Tutto superato, o quasi, i Blonde Redhead sono come una famiglia che, parafrasando il titolo di questo album, si ritrova a cena insieme e riesce così far emergere ciò che unisce rispetto a quello che divide. Tempo fa un loro comunicato stampa sottolineava che “quando sono in tour o stanno provando, condividono sempre un pasto, a prescindere da tutto”. In realtà l’immagine pacificatrice della cena non va presa alla lettera, visto che Kazu ha precisato: “La cena è secondaria rispetto alla morte. Il titolo dell’album è tratto da ‘L’anno del pensiero magico’ di Joan Didion: “La vita cambia velocemente. La vita cambia nell’istante. Ti siedi a cena e la vita come la conosci finisce”. ‘Sit Down For Dinner’ parla in realtà di come chiunque possa cessare di esistere in qualsiasi momento, in qualsiasi luogo, compreso, ma non solo, il tavolo da pranzo. “Invece di mangiare, potresti morire”.
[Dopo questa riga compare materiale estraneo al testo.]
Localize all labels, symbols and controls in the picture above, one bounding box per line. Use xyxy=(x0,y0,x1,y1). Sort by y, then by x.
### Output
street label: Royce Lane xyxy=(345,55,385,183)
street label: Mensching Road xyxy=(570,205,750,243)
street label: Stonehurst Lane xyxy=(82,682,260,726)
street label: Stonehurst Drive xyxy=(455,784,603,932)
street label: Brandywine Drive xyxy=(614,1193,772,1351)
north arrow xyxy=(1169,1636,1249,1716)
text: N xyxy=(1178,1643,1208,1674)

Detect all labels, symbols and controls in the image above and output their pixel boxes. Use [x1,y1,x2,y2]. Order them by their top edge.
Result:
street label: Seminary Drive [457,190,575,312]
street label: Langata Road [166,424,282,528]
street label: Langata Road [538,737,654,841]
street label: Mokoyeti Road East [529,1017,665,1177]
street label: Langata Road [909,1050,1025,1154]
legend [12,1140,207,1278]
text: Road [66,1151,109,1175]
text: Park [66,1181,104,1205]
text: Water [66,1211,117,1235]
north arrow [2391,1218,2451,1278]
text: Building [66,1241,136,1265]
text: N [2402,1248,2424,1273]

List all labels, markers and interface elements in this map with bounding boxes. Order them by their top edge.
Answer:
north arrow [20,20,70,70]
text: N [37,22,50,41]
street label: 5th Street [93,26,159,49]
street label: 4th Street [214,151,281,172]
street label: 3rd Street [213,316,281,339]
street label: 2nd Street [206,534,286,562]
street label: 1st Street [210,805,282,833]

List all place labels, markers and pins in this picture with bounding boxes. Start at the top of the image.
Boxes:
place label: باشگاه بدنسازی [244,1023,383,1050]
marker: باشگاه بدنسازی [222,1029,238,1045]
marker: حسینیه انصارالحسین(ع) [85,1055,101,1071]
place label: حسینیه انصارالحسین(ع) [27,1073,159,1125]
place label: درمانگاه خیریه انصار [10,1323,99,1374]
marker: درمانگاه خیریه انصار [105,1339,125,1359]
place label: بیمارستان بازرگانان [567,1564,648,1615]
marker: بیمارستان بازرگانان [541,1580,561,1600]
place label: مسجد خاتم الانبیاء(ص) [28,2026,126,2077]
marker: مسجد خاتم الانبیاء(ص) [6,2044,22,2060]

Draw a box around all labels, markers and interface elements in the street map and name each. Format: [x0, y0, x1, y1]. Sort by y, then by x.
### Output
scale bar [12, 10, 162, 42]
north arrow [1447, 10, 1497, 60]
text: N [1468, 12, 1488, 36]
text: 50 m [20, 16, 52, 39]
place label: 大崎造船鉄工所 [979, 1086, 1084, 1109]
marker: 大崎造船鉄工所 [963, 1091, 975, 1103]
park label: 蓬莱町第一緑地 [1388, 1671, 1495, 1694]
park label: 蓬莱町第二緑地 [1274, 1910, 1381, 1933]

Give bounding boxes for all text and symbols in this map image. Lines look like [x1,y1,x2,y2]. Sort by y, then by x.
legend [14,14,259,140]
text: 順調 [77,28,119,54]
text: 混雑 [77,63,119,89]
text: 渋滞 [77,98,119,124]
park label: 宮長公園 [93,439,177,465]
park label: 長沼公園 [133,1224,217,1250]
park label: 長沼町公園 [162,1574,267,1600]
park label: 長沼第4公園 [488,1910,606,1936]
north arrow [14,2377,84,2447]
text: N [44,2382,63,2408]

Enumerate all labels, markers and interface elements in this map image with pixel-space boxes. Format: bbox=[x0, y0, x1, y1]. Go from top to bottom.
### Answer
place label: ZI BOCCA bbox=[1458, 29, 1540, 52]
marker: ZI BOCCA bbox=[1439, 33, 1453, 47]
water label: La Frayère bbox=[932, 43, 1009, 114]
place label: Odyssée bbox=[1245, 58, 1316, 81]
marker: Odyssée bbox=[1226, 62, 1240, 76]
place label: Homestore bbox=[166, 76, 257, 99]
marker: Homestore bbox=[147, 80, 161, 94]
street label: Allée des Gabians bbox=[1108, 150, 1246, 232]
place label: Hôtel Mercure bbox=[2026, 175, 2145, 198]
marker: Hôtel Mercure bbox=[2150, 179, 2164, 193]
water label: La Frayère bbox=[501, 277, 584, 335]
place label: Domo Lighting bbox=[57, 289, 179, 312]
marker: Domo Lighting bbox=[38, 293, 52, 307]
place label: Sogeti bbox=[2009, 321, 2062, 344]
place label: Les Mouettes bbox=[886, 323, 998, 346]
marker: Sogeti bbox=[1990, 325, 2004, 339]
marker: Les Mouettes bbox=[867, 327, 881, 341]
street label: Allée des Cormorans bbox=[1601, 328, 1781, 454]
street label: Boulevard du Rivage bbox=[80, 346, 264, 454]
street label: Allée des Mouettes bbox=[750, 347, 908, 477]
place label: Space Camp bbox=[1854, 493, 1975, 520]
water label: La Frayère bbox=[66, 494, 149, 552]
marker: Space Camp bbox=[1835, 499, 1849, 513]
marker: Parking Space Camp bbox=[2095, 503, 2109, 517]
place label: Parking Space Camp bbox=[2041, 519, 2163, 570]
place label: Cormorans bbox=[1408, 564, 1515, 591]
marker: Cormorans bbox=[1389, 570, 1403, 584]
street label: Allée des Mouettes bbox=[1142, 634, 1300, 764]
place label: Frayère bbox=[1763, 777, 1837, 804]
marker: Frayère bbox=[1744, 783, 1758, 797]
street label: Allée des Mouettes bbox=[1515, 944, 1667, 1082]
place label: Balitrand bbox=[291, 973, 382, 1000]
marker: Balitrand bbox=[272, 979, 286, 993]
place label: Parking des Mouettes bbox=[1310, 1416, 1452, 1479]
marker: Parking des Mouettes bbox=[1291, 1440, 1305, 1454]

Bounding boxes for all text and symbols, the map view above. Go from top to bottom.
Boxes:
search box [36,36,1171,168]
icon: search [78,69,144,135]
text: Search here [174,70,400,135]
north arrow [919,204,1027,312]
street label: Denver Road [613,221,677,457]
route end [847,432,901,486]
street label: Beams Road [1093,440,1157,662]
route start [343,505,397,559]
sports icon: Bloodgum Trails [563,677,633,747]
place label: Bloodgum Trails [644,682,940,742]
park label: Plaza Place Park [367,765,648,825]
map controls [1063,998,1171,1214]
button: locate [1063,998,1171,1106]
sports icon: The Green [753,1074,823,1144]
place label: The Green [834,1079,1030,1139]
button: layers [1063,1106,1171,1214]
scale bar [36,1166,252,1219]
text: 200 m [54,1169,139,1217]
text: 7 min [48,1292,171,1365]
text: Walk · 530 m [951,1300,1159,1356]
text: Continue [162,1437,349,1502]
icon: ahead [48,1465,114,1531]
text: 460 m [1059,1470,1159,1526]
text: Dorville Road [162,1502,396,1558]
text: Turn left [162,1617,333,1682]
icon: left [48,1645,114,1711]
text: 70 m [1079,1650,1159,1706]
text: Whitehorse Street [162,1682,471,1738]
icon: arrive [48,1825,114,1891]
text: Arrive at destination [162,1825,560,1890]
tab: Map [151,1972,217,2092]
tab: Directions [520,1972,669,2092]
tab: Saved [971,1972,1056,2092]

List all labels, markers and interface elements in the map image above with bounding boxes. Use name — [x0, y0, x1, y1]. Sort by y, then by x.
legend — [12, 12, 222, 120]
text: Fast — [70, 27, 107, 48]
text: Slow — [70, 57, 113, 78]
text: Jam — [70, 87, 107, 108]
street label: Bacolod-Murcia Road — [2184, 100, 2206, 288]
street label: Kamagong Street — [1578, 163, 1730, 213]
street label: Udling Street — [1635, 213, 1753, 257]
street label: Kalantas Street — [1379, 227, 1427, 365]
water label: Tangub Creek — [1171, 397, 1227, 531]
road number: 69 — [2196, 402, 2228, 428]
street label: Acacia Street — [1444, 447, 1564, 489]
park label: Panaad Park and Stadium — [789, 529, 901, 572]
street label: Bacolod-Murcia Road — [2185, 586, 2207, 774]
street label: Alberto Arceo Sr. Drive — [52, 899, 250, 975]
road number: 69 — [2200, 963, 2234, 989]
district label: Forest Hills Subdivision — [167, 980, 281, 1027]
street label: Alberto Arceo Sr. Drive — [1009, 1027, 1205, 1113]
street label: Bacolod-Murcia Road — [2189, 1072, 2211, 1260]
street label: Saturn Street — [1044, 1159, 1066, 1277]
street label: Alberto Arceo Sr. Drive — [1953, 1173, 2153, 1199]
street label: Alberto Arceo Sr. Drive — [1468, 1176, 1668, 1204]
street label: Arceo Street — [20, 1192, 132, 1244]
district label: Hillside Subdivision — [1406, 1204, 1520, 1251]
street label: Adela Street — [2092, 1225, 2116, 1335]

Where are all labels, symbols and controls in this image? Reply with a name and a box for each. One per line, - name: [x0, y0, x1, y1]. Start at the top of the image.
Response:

Ecco, siamo dunque arrivati al punto: “Sit Down For Dinner” non è un album della maturità, è oltre. Mette in scena la consapevolezza che la vita è fragile, un pensiero che naturalmente viene interiorizzato (per fortuna) solo tardi negli anni. E si sente. I BR hanno abbandonato da tempo le distorsioni, gli inneschi e le cacofonie, e – tralasciato anche il pop (“23”) e l’elettronica (“Penny Sparkle”) – sono arrivati a suonare una musica evocativa, nostalgica, cagionevole. Un po’ come ha fatto ultimamente PJ Harvey, il trio ha ridotto all’osso gli arrangiamenti per andare al nocciuolo delle cose, al senso delle stesse. Nella bellissima “Not for Me” ad esempio Amedeo canta “I thought you wanted light / Now I want to know you are fine” e mette in contrapposizione le massime aspirazioni (la luce) con la realtà (stare quantomeno bene). Le aspettative diminuiscono col passare degli anni. Ma quel sentimento di coscienza, ed accettazione, dei tempi che mutano non sana del tutto qualche rimpianto (“If only changes / Would have made us grow”, “Se solo i cambiamenti ci avessero fatto crescere!”, è un rammarico contenuto in “I Thought You Should Know”) e non fa superare certi comprensibili dubbi (“If I tell you now what I’ve done before / Will you still love me like before?”: “Se ti dico ora quello che ho fatto in passato mi amerai ancora come prima?”, in “Before”).
Il tono è dimesso, distaccato, delicatamente struggente come gli arpeggi finali in “Before” o come le note di pianoforte iniziali di “Via Savona”, i Blonde Redhead sembra che stiano mettendo in scena la colonna sonora di un film che è poi il film della loro vita insieme. Non più violenta, piuttosto: riappacificata.